Together with three friends who went to the Nigel Kennedy/ Palestine Strings concert last week, I’ve sent this letter today – Tuesday 20 August – to Tony Hall, the Director General of the BBC.

Dear Mr Hall,

As music lovers who attended the late night Prom on Thursday 8 August we write to express alarm and dismay at reports that the BBC intends to edit out of its broadcast of the Prom the statement by Nigel Kennedy in favour of “giving equality and getting rid of apartheid” in Israel.

We refer to a report in the Jewish Chronicle on 16 August, which claimed that the BBC intends to edit out Kennedy’s remarks from the broadcast of the Prom due to be shown on BBC Four on Friday 23 August.
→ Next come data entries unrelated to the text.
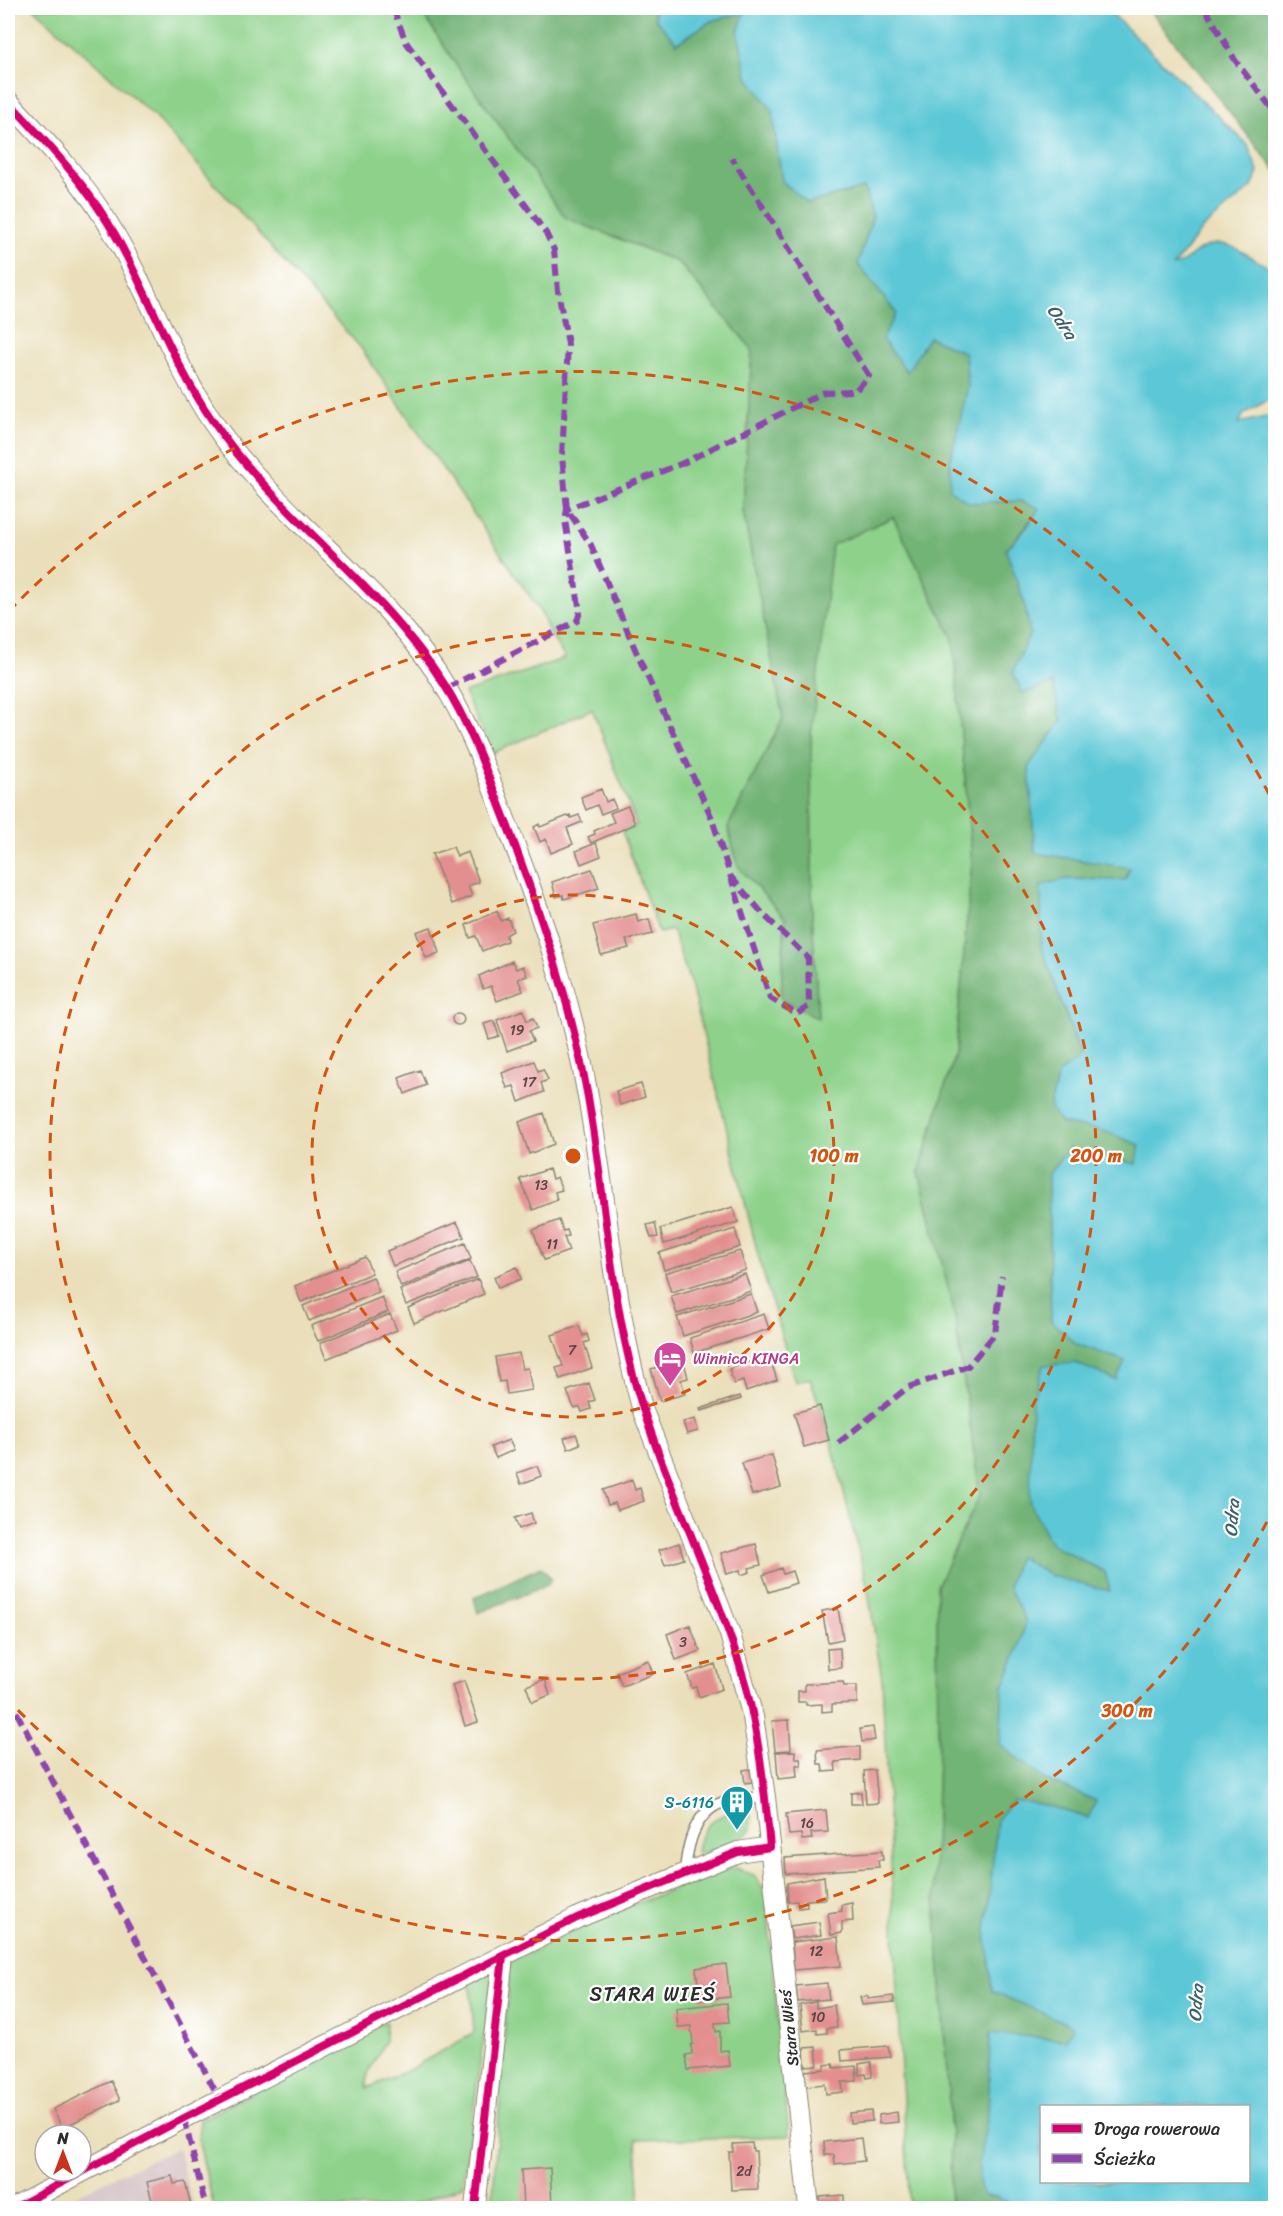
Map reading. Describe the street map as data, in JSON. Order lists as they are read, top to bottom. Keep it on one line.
{"streets":{"street":["Stara Wieś"]},"districts":["STARA WIEŚ"],"water":["Odra"],"places":{"hotel":["Winnica KINGA"],"building":["S-6116"]},"house_numbers":["19","17","13","11","7","3","16","12","10","2d"],"legend":["Droga rowerowa","Ścieżka"],"north":"top","rings":["100 m","200 m","300 m"]}
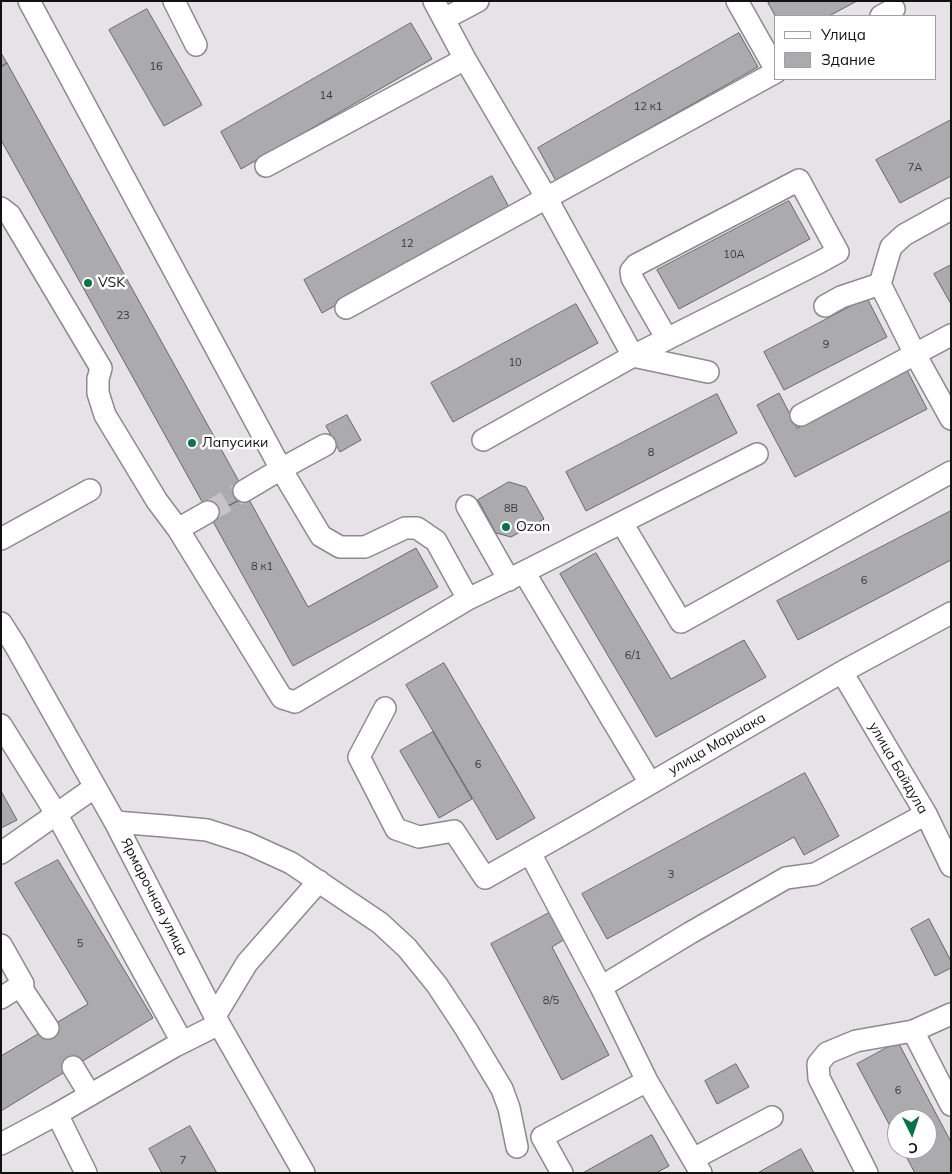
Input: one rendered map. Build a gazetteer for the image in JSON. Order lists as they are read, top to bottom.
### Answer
{
  "streets": {
    "street": ["улица Маршака", "улица Байдула", "Ярмарочная улица"]
  },
  "crossings": [
    ["улица Маршака", "улица Байдула"]
  ],
  "places": ["VSK", "Лапусики", "Ozon"],
  "house_numbers": [
    "16",
    "14",
    "12 к1",
    "7А",
    "12",
    "10А",
    "23",
    "9",
    "10",
    "8",
    "8В",
    "8 к1",
    "6",
    "6/1",
    "6",
    "3",
    "5",
    "8/5",
    "6",
    "7"
  ],
  "legend": ["Улица", "Здание"],
  "north": "bottom"
}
Kennedy is hardly the first person to use a cultural or sporting forum to express a political view. For example, last week the BBC reported on athletes who took advantage of media coverage of sporting events to express their views on Russia’s anti-gay legislation. Is there one rule for them, and another for Kennedy?

Kennedy’s view that Israel is practicing a form of apartheid is hardly outlandish or extreme. As you are well aware, nearly all aspects of apartheid as defined by the UN (dividing populations along racial lines, expropriation of landed property belonging to a racial group, etc) are practiced there.

We call on you to ensure that the most basic principles of free speech and fair reporting are upheld, and that Kennedy’s remarks are broadcast together with the rest of the event. To edit them out would be an egregious act of censorship.